Lo trovate qui: https://women.it/covid19-uno-sguardo-di-genere/
Il questionario “non ha la pretesa di essere esaustivo ed è stato pensato per raccogliere informazioni inerenti alle nostre condizioni abitative, familiari e lavorative. I dati verranno pubblicati in forma aperta, anonimizzata e aggregata come strumento condiviso per indagare il momento che stiamo vivendo e proporre azioni e soluzioni a questa crisi dal basso e con una prospettiva femminista. Nelle domande abbiamo anche fornito numeri d’assistenza della Rete D.i.Re dei centri antiviolenza a cui rivolgersi in caso di violenza domestica e abbiamo indicato il progetto Obiezione Respinta in caso ci siano problemi ad accedere al servizio di interruzione di gravidanza”.
Egitto
Nel corso della terza Revisione Periodica Universale (UPR), l’Egitto ha annunciato alle Nazioni Unite il rifiuto delle raccomandazioni che erano state formulate da diversi Paesi riguardo l’arresto di persone LGBT+ e la discriminazione basata sull’orientamento sessuale e sull’identità di genere. A sorprendere, si legge su Neg.zone, non è la risposta di per sè, ma l’affermazione con la motivazione con cui il Paese nordafricano ha accompagnato il rifiuto: «Non riconosciamo i termini menzionati in questa raccomandazione». In pratica le autorità egiziane sostengono di non sapere cosa siano l’omosessualità e la disforia di genere.
Rasha Younes, ricercatrice libanese presso l’Human Right Watch (HRW), ha dichiarato: «Questa affermazione oltraggiosa dei funzionari egiziani arriva in un momento in cui la crisi sanitaria della COVID-19 sta minacciando gruppi già vulnerabili, comprese le persone LGBT detenute nelle carceri egiziane per motivi di orientamento sessuale e identità di genere».
Sebbene l’omosessualità non è esplicitamente vietata dalla legge egiziana, le persone LGBT+ vengono spesso arrestate per immoralità o indecenza pubblica, con il 69% di esse «prelevate a caso per strada, secondo quanto riportato dall’HRW».
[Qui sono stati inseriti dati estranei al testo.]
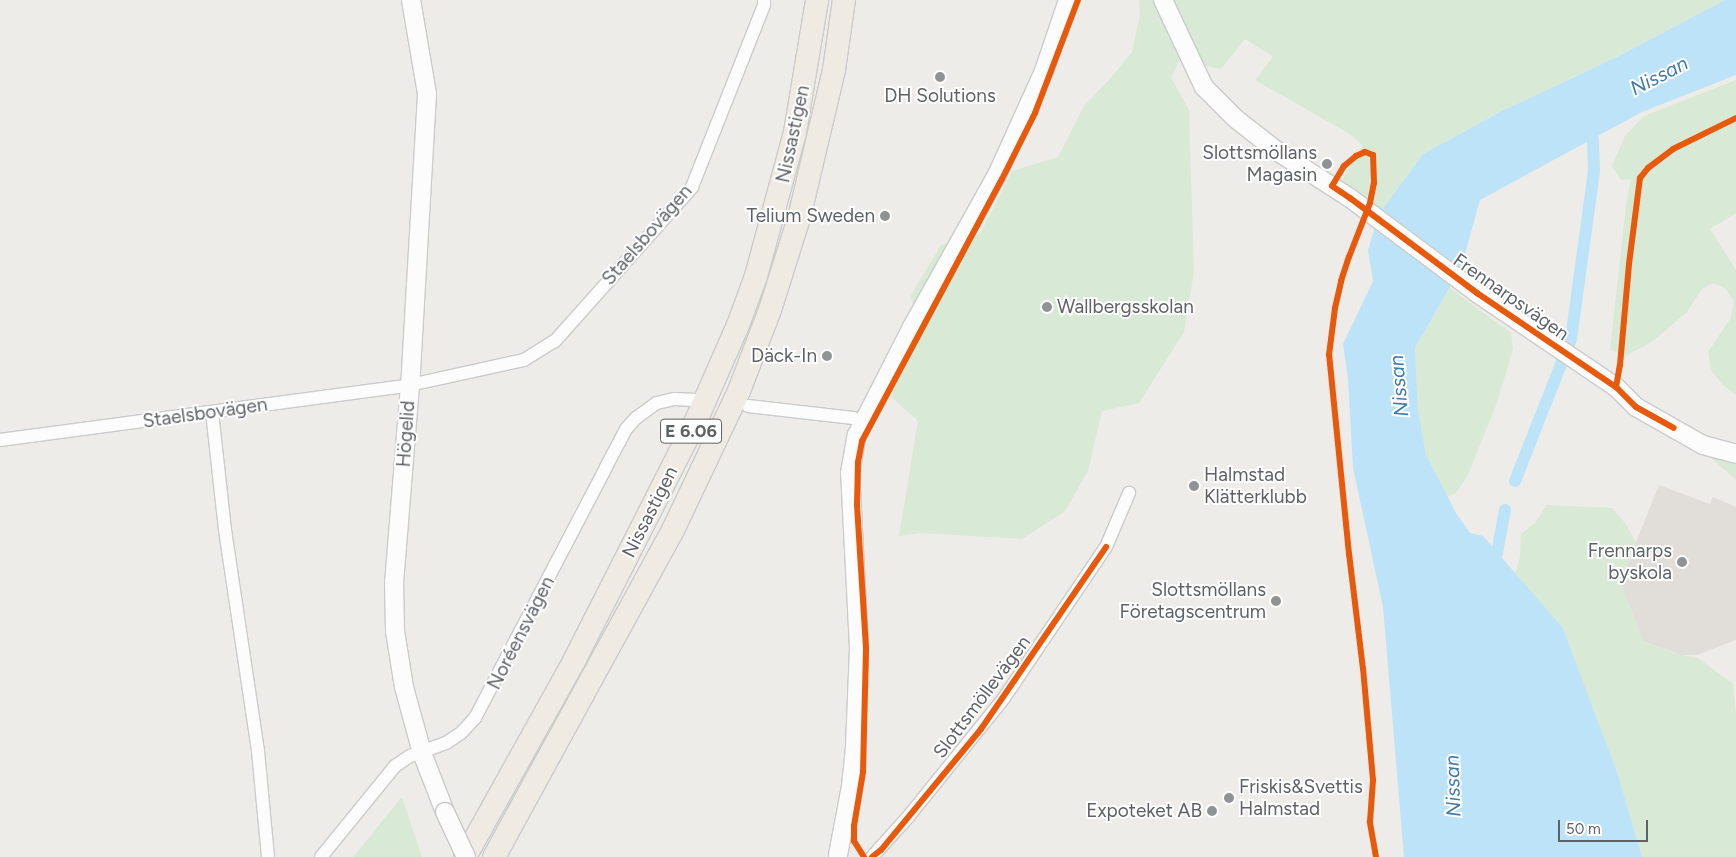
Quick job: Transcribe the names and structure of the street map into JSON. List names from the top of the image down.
{
  "streets": {
    "highway": ["Nissastigen", "E 6.06"],
    "street": [
      "Staelsbovägen",
      "Frennarpsvägen",
      "Högelid",
      "Noréensvägen",
      "Slottsmöllevägen"
    ]
  },
  "crossings": [
    ["Nissastigen", "Högelid"],
    ["Staelsbovägen", "Högelid"],
    ["Högelid", "Noréensvägen"]
  ],
  "water": ["Nissan"],
  "places": [
    "DH Solutions",
    "Slottsmöllans Magasin",
    "Telium Sweden",
    "Wallbergsskolan",
    "Däck-In",
    "Halmstad Klätterklubb",
    "Frennarps byskola",
    "Slottsmöllans Företagscentrum",
    "Friskis&Svettis Halmstad",
    "Expoteket AB"
  ],
  "scale_bar": "50 m"
}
In carcere c’è anche Patrick Zaki, studente dell’Università di Bologna arrestato e torturato con accuse come quella di aver pubblicato notizie false con l’intento di disturbare la pace sociale e quella di aver incitato proteste contro l’autorità pubblica. Il giornale semi-ufficiale di stato Akhbar el-Yom ha pubblicato un articolo in cui “rivelava” che Zaki è un attivista dei diritti di genere, per influenzare negativamente l’opinione pubblica, scrivendo che “questo fatto scioccante mette a tacere le voci che difendono Patrick e i tentativi di farlo apparire come simbolo degli oppressi”.
India
Una raccolta fondi per assicurare beni essenziali come riso, farina, olio e sapone a quasi 200 sex worker single di Mumbai, ognuna con due o tre figli, bisognose di aiuto dopo che le autorità indiane e il primo ministro Narendra Modi hanno disposto il lockdown fino al 14 aprile per contenere la diffusione epidemiologica da Covid-19. Ne scrive GayNews.it ed è l’appello lanciato il 25 marzo da Harish Iyer, il più famoso attivista Lgbti indiano, fondatore della Jimme Foundation.